Collected data
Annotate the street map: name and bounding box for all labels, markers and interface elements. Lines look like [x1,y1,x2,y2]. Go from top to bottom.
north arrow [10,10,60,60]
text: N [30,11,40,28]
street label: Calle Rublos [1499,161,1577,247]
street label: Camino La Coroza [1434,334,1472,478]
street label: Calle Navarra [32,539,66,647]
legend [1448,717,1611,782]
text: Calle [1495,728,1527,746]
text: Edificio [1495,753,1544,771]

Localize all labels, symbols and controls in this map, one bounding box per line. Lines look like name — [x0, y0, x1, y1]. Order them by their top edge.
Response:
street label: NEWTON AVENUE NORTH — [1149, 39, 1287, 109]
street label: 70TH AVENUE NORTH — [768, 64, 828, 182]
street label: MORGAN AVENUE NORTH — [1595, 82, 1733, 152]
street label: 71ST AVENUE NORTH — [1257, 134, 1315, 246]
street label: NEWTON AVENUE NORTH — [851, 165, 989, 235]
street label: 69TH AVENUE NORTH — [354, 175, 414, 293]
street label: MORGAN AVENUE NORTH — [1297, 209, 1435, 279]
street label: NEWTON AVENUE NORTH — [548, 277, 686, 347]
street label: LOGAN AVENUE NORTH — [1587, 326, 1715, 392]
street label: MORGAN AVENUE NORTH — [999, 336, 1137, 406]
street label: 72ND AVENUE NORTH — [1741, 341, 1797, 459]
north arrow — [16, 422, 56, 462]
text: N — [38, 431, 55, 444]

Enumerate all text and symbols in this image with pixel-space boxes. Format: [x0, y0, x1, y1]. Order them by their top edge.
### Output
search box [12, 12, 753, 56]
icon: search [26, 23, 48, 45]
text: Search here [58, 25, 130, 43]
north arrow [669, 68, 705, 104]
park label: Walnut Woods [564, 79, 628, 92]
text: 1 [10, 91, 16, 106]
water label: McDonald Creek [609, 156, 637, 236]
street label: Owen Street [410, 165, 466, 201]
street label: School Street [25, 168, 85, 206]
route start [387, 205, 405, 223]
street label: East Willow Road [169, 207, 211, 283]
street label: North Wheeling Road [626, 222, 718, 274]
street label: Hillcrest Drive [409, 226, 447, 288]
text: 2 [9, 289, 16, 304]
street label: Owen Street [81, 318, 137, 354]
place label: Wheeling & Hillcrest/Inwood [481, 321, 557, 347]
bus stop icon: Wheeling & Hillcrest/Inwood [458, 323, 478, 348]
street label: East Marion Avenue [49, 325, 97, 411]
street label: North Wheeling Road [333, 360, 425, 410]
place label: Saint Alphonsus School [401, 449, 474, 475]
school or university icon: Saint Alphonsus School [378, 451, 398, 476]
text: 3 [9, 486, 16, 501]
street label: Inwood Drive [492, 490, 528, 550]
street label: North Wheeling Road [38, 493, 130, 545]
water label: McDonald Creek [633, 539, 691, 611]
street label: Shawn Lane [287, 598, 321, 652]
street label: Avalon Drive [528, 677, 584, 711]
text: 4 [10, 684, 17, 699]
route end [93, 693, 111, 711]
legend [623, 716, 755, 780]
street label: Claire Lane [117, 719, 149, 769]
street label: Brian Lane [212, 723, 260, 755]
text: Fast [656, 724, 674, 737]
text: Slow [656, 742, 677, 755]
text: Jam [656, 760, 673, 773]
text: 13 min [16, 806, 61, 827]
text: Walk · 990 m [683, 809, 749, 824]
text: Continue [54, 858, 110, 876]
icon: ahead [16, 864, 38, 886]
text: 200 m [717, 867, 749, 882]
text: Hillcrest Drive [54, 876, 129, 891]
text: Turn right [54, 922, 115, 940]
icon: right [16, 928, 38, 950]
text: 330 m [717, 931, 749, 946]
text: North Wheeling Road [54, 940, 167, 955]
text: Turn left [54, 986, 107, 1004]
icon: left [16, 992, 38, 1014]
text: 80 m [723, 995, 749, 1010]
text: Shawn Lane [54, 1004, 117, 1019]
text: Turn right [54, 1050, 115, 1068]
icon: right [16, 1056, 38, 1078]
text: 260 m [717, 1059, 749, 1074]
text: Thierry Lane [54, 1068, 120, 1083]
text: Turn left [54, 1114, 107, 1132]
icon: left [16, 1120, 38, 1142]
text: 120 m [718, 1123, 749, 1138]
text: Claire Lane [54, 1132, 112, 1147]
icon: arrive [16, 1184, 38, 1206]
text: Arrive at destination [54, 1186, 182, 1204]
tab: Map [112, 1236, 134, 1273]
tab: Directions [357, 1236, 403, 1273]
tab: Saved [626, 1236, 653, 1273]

* _WHAT YOU HAVE TO DO_: Starting with the first line of the records, repeat every line up to and including the one containing "Localize all labels, symbols", and nothing else.

* _ANSWER SPACE_:
Annotate the street map: name and bounding box for all labels, markers and interface elements. Lines look like [x1,y1,x2,y2]. Go from top to bottom.
north arrow [10,10,60,60]
text: N [30,11,40,28]
street label: Calle Rublos [1499,161,1577,247]
street label: Camino La Coroza [1434,334,1472,478]
street label: Calle Navarra [32,539,66,647]
legend [1448,717,1611,782]
text: Calle [1495,728,1527,746]
text: Edificio [1495,753,1544,771]

Localize all labels, symbols and controls in this map, one bounding box per line. Lines look like name — [x0, y0, x1, y1]. Order them by their top edge.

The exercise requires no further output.